Advertisement

MOVIE REVIEW : A Hectic and Fun ‘Weekend’

Share
Times Staff Writer

“Weekend at Bernie’s” (citywide) is a one-joke comedy as fragile as a soap bubble. It never self-destructs, but because it threatens to at every turn, it unleashes so many laughs it could just end up a summer sleeper. Writer Robert Klane, who has “Where’s Momma?” among his credits, has taken an amusing premise, and director Ted Kotcheff and his young stars Andrew McCarthy and Jonathan Silverman run with it.

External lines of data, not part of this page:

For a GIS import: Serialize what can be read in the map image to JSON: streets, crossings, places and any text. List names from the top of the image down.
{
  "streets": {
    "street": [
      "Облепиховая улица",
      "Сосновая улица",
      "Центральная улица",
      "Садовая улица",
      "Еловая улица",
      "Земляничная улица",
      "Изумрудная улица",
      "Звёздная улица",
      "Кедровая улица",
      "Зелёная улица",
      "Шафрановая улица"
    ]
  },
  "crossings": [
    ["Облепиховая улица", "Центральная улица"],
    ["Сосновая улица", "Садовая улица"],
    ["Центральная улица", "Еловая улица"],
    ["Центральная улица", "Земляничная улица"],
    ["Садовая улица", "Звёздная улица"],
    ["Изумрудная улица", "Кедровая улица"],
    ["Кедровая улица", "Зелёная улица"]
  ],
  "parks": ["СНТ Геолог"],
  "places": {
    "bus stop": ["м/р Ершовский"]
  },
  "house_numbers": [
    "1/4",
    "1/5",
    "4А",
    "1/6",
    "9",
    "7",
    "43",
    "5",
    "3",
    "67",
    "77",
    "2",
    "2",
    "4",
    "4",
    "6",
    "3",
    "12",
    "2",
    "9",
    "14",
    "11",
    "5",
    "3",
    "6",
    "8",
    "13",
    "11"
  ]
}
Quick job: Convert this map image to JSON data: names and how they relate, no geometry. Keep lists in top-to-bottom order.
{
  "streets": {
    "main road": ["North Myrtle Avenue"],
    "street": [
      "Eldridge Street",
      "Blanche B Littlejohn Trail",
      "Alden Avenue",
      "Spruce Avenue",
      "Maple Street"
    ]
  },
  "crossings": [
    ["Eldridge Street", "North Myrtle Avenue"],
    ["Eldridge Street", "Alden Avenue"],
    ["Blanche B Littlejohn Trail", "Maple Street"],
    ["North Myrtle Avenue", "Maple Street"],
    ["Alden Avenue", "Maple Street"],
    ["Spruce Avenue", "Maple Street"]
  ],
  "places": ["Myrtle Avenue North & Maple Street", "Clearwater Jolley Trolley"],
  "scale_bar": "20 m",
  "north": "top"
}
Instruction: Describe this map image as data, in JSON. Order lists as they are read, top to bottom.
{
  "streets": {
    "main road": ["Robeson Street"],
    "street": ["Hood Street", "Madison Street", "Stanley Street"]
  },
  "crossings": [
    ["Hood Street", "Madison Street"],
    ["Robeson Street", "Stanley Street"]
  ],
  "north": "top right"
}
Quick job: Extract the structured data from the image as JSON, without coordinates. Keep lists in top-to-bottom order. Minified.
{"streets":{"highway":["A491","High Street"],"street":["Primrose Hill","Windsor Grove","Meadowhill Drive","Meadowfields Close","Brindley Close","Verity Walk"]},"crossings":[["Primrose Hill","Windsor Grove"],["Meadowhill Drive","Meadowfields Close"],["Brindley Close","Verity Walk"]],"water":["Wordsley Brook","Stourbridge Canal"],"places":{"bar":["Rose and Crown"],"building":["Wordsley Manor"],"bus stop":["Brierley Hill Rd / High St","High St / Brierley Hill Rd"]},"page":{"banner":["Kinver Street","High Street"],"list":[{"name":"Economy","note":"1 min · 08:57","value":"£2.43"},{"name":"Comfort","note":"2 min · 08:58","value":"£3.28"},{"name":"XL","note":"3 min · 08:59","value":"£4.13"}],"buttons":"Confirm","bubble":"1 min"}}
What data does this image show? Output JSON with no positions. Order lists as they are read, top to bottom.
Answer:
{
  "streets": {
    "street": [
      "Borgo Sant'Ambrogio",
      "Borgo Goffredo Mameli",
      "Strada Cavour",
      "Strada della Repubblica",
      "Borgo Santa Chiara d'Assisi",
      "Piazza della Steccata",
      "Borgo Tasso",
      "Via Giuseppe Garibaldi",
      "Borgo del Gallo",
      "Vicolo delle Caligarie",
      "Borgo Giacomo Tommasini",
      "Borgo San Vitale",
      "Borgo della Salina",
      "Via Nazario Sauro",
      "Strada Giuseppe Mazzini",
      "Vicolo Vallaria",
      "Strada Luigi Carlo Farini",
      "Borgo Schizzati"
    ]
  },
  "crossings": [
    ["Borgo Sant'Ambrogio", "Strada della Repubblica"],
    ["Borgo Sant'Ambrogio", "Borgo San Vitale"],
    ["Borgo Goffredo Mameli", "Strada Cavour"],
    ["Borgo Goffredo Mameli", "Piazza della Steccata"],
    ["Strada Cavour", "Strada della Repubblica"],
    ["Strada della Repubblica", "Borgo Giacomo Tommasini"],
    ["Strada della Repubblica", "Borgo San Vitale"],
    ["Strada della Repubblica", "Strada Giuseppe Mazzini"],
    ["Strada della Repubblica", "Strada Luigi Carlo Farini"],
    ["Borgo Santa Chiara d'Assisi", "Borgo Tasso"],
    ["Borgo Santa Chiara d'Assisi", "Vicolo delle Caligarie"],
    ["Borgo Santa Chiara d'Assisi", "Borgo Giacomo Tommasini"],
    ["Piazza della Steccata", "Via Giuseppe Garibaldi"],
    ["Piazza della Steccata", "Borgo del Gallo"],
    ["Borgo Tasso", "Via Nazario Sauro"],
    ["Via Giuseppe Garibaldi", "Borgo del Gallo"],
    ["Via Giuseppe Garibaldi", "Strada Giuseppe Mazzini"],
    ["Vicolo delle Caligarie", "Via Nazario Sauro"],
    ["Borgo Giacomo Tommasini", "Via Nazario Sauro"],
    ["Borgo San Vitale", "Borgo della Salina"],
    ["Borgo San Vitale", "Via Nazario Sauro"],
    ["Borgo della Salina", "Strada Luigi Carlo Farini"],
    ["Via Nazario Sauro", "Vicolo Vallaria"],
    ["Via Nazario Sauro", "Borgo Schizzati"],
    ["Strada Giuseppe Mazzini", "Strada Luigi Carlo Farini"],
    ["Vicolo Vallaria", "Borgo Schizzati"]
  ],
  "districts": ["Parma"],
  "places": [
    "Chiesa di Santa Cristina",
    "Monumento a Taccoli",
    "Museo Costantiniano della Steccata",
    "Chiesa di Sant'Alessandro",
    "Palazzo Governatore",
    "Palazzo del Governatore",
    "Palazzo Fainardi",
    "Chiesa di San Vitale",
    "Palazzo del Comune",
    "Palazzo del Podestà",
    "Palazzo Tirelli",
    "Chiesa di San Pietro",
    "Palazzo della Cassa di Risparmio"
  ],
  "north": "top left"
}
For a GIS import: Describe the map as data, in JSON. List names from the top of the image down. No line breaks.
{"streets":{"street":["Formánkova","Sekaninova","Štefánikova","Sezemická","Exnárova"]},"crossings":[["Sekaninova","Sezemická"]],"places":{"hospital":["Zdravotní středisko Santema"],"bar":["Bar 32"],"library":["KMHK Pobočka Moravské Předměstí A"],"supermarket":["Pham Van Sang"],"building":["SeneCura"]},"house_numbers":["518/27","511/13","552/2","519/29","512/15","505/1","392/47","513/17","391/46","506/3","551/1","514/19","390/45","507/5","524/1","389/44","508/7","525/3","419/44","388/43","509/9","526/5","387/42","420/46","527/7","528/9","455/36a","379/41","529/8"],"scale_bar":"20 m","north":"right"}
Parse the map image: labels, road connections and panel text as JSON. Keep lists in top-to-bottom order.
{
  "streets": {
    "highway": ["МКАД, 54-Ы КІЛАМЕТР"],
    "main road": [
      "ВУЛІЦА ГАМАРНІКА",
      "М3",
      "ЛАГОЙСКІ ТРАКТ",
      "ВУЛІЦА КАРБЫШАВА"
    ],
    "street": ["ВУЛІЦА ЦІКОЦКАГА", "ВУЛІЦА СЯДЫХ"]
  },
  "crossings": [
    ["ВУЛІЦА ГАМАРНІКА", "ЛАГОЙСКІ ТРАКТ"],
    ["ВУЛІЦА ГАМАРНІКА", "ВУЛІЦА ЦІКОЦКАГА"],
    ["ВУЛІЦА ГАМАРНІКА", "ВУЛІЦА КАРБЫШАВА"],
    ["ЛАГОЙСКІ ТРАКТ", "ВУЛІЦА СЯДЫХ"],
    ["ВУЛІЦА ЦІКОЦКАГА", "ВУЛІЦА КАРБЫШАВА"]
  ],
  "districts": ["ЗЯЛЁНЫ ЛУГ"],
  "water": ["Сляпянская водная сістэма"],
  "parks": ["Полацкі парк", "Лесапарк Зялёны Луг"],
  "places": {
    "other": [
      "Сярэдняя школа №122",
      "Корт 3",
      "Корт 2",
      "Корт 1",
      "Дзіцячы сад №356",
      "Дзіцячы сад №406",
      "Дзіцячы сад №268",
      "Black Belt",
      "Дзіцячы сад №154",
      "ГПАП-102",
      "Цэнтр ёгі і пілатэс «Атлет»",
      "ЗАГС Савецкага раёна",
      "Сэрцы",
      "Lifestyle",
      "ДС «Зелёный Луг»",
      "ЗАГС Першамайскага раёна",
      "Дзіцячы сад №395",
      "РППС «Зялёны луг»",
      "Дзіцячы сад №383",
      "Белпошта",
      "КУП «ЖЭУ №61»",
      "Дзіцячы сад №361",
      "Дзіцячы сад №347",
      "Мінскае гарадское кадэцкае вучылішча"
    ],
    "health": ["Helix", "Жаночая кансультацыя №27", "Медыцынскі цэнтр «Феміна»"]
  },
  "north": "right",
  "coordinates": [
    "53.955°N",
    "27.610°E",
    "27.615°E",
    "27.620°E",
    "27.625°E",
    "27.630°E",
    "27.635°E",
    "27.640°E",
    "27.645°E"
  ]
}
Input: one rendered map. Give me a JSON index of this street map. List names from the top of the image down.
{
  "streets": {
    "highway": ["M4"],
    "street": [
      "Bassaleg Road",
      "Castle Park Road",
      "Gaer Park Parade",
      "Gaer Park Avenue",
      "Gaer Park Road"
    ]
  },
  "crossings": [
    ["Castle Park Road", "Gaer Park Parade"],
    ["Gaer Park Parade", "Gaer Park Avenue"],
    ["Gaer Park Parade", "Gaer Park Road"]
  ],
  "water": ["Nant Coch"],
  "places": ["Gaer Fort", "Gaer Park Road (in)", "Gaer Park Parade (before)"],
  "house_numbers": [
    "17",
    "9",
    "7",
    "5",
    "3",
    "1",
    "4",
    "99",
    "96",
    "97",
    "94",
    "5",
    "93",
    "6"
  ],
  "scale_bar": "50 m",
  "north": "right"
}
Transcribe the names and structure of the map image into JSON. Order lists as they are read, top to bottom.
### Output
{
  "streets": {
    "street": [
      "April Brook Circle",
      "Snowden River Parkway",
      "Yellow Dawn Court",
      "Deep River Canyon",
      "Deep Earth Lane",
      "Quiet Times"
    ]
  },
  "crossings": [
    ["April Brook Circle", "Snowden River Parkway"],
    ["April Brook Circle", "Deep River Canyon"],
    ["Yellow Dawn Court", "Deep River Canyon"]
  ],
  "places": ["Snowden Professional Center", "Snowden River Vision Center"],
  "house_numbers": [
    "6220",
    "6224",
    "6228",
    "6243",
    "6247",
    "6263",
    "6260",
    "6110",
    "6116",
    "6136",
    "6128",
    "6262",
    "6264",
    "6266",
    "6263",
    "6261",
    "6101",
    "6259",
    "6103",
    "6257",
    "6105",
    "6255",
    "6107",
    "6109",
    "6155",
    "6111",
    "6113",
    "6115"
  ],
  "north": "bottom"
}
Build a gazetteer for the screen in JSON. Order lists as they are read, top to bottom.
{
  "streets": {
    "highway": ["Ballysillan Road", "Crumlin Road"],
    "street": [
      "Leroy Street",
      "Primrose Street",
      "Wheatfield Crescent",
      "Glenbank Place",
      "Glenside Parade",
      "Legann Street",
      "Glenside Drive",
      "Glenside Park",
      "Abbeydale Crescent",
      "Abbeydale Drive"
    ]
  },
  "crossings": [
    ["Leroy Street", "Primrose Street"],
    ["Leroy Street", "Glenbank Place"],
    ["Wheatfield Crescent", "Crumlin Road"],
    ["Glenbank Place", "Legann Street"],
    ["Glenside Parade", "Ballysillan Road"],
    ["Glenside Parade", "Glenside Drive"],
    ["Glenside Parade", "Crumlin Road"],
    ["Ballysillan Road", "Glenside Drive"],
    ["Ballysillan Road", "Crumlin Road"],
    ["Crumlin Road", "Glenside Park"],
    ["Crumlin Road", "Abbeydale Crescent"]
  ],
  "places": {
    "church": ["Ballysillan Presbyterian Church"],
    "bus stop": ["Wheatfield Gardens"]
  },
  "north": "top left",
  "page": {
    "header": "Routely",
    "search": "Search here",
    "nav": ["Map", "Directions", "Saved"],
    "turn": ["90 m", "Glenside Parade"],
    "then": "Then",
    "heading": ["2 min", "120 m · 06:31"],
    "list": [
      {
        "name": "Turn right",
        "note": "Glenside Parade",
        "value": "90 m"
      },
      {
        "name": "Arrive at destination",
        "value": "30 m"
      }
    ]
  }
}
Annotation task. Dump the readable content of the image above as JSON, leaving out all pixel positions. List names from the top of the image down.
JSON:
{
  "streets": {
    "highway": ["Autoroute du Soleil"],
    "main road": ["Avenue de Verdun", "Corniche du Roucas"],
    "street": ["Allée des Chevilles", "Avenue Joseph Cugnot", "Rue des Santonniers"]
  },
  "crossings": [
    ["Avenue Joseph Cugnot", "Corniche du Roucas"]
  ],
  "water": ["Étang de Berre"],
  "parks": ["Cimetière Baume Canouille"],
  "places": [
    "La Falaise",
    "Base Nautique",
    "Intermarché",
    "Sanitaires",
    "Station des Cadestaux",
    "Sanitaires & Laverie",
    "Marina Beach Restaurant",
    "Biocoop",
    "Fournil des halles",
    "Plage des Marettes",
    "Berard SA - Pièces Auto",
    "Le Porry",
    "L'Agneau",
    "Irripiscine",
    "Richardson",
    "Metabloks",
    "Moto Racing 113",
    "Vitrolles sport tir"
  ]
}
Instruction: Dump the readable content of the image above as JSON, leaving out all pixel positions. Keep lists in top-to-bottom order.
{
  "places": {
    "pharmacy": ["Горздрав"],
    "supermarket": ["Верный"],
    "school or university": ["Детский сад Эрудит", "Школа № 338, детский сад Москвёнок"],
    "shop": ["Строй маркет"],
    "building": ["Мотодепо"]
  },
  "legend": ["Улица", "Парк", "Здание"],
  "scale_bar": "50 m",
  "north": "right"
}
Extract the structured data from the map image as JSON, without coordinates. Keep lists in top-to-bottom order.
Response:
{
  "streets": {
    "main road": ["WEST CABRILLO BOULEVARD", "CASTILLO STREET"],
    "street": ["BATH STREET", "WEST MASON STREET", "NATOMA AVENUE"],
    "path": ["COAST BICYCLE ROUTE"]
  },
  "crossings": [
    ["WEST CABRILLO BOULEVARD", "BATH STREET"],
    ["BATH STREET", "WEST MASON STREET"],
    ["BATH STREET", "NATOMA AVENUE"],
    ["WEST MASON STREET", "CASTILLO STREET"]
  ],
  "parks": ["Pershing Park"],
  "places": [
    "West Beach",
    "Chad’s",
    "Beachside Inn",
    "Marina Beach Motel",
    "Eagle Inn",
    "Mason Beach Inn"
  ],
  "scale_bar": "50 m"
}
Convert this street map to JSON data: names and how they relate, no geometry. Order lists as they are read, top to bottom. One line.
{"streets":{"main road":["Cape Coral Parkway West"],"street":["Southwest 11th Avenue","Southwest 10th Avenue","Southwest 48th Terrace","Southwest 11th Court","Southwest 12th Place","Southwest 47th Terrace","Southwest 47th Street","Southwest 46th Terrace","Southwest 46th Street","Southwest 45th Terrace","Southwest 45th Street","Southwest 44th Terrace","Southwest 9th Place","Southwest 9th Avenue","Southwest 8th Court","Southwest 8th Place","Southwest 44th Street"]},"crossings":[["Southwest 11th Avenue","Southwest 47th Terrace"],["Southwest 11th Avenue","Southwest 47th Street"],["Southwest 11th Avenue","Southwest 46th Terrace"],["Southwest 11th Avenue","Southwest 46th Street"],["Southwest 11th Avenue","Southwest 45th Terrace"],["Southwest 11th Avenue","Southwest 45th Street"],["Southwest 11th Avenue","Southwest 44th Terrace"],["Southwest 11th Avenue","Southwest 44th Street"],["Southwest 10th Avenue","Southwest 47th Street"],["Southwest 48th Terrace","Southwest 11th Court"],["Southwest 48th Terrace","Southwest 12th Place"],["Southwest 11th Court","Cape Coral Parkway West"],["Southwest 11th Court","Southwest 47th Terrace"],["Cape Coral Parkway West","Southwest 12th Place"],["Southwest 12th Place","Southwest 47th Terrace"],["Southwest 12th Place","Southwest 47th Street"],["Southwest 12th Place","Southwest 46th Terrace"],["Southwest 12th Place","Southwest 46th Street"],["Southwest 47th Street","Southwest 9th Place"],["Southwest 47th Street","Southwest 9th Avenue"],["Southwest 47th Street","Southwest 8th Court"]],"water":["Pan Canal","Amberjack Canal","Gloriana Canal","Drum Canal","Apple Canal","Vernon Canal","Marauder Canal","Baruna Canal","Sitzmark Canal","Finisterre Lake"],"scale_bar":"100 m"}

McCarthy’s laid-back Larry and Parker’s uptight Richard are decidedly junior executives at a Manhattan insurance company. So zealous is Richard that even on the hottest Saturday of the year he is reading computer printouts, when he discovers that $2 million has been paid out to a man already dead. Wow! He and Larry believe that this bit of information is sure to make their careers.

Sure enough, the top guy Bernie Lomax (Terry Kiser), slick woman-chaser and coke-sniffer, is impressed with the detective work--enough to invite the guys out for Labor Day weekend at his place in the Hamptons. It never occurs to them that maybe Richard wasn’t supposed to have been such a zealous investigator. But it’s Bernie who promptly winds up a corpse.

Advertisement

Klane ingeniously comes up with all sorts of happenings to keep Larry and Richard from contacting the police, and they soon have good reason to believe that it’s imperative that everyone believe Bernie is still alive. (It’s not all that hard, for apparently Bernie’s pals are used to seeing him zonked out.)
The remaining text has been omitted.